Two men from the acting troupe then collect contributions for their performance. They’ve fed the audience’s appetite for killing the other, portrayed as beast, and fill their own purses, but not Håkan’s. He’s now the villain in his own story, not those who killed his friends or tried killing him. Moreover, in this street play, the authorities kill the immigrant, legitimizing violence through a fictional representation of legal precedence. It’s the master narrative Toni Morrison has warned us about, a fiction that infects reality. It influences the majority and subjugates the minority. Håkan could be replaced with a Mexican rapist in today’s headlines, a greedy Jew in the funny papers at the turn of the twentieth century, or political cartoons of Uncle Sam kicking the Chinese out to promote the Page and Chinese Exclusion Acts at the turn of the nineteenth century.
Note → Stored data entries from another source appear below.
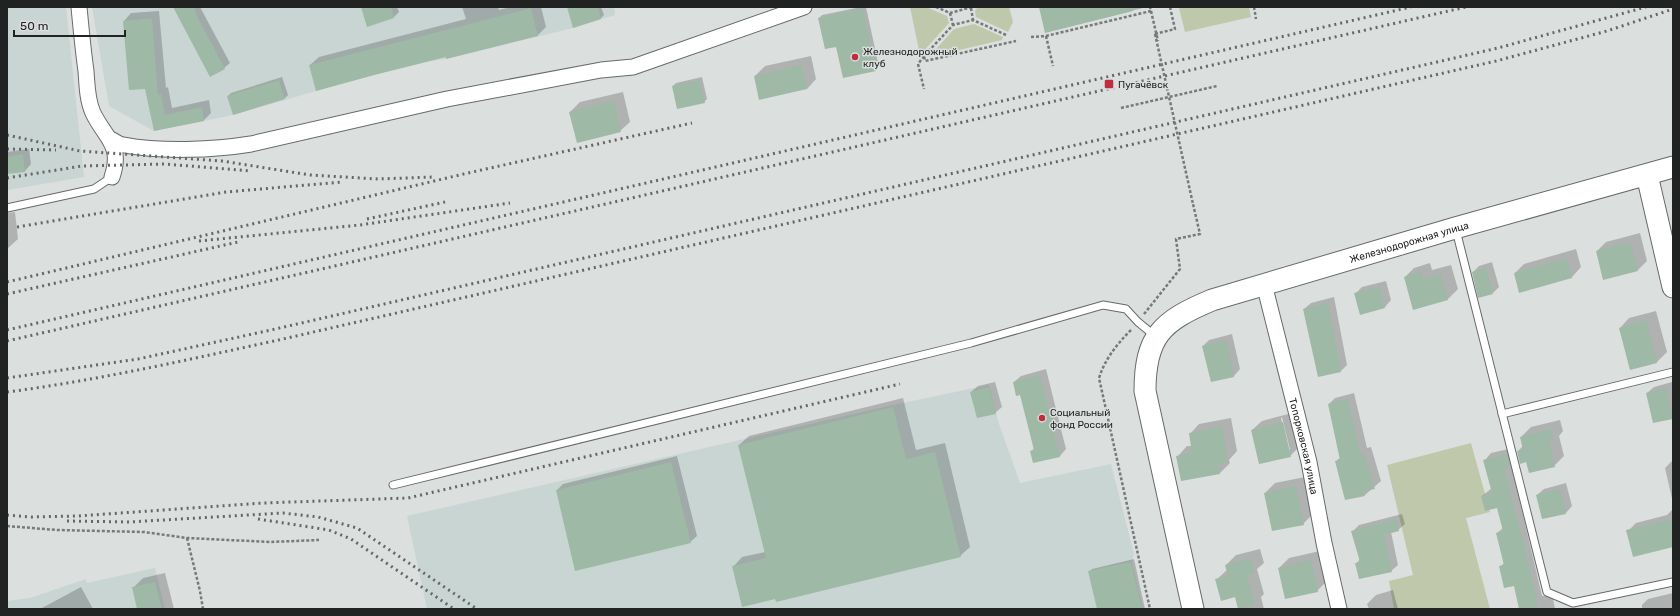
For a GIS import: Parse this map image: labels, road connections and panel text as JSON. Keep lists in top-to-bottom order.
{
  "streets": {
    "street": ["Железнодорожная улица", "Топорковская улица"]
  },
  "crossings": [
    ["Железнодорожная улица", "Топорковская улица"]
  ],
  "places": {
    "other": ["Железнодорожный клуб", "Социальный фонд России"],
    "transit": ["Пугачёвск"]
  },
  "scale_bar": "50 m"
}
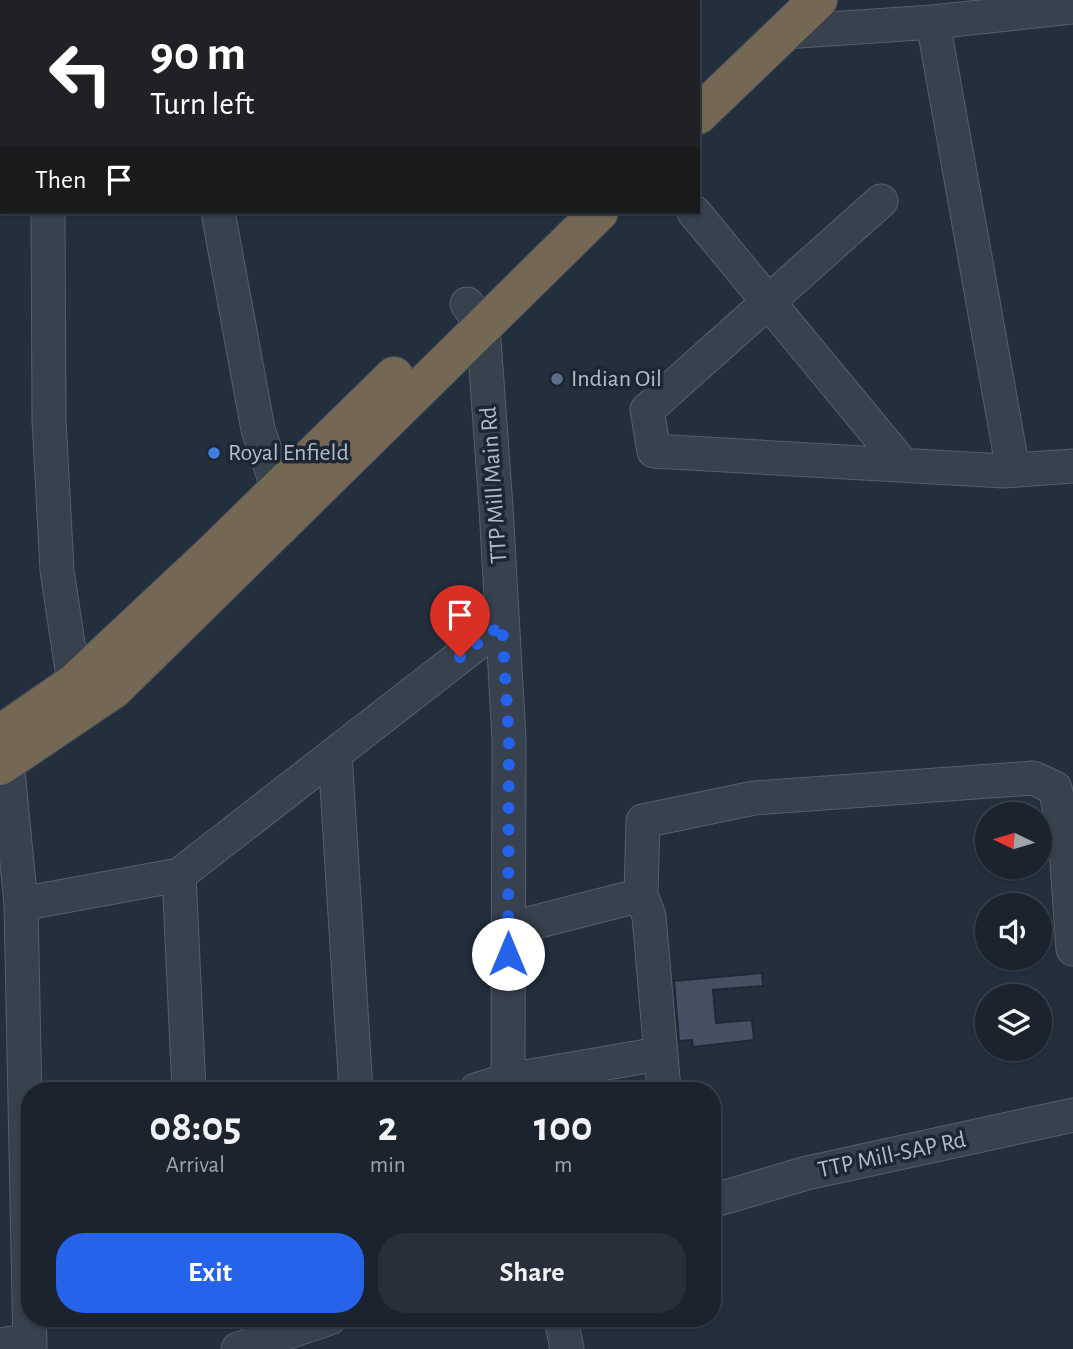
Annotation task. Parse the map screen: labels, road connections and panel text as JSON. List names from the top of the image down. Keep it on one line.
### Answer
{"streets":{"street":["TTP Mill Main Rd","TTP Mill-SAP Rd"]},"places":["Indian Oil","Royal Enfield"],"north":"left","page":{"turn":["90 m","Turn left"],"then":"Then","eta":["08:05","Arrival","2","min","100","m"],"buttons":["Exit","Share"]}}
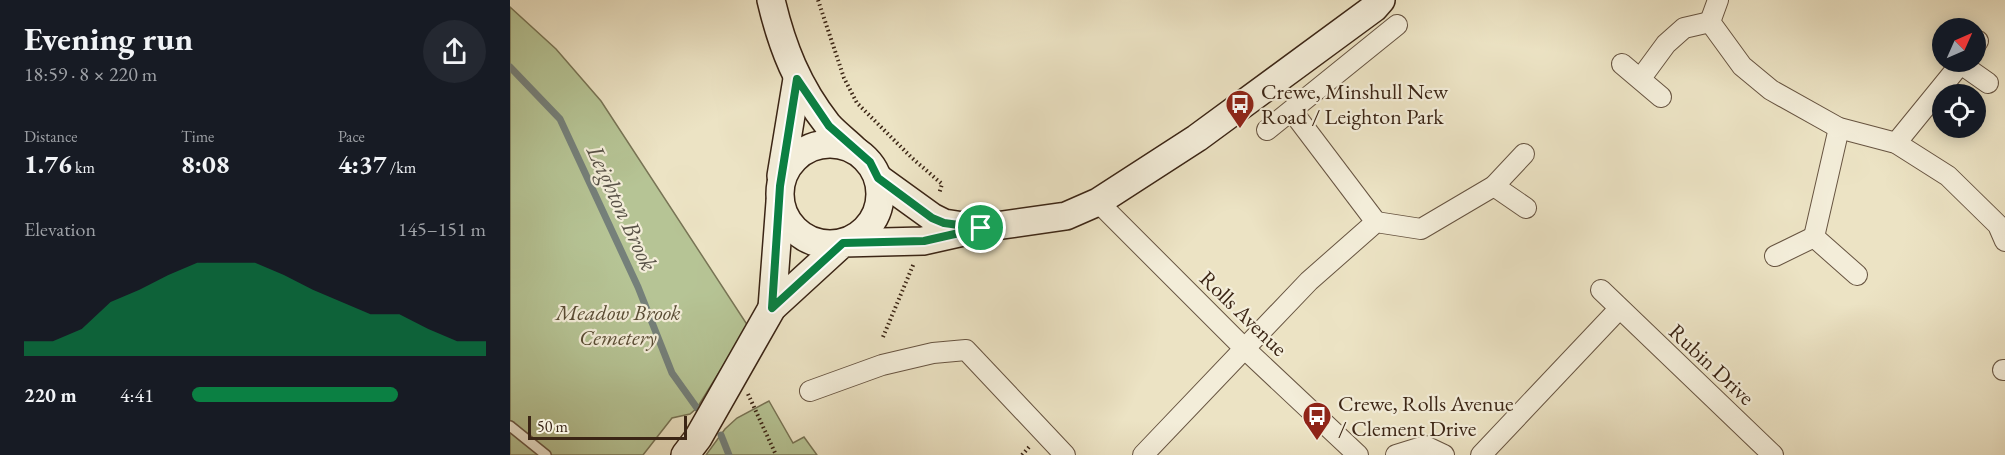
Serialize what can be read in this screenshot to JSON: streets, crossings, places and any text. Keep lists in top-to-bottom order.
{
  "streets": {
    "street": ["Rolls Avenue", "Rubin Drive"]
  },
  "water": ["Leighton Brook"],
  "parks": ["Meadow Brook Cemetery"],
  "places": {
    "bus stop": ["Crewe, Minshull New Road / Leighton Park", "Crewe, Rolls Avenue / Clement Drive"]
  },
  "scale_bar": "50 m",
  "north": "top right",
  "page": {
    "heading": ["Evening run", "18:59 · 8 × 220 m"],
    "stats": [
      ["Distance", "1.76 km"],
      ["Time", "8:08"],
      ["Pace", "4:37 /km"]
    ],
    "chart": ["Elevation", "145–151 m"],
    "list": [
      {
        "name": "220 m",
        "note": "4:41"
      }
    ],
    "scale": "50 m"
  }
}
Díaz achieves something subtle yet tremendous through In the Distance. He looks back at yesterday to find a hyperbolic image of America’s immigration story today. The current narrative protects borders from the inside, much like the caravans moving west and land deeds over a century ago. The recent death of seven-year-old Guatemalan, Jakelin Caal Maquin stands out among the daily surplus of immigrant stories. These are repurposed and prepared for the white majority. The US Customs and Border Patrol, for example, responded to Jakelin’s death by saying: “There is no indication that it was a lack of attention that resulted in this.” Politicians and pundits then suggested that migrants shouldn’t have made the trip in the first place. It’s a passive-aggressive attempt to place the blame in the immigrant’s hands—they crossed a line and must pay the consequences, their human value notwithstanding.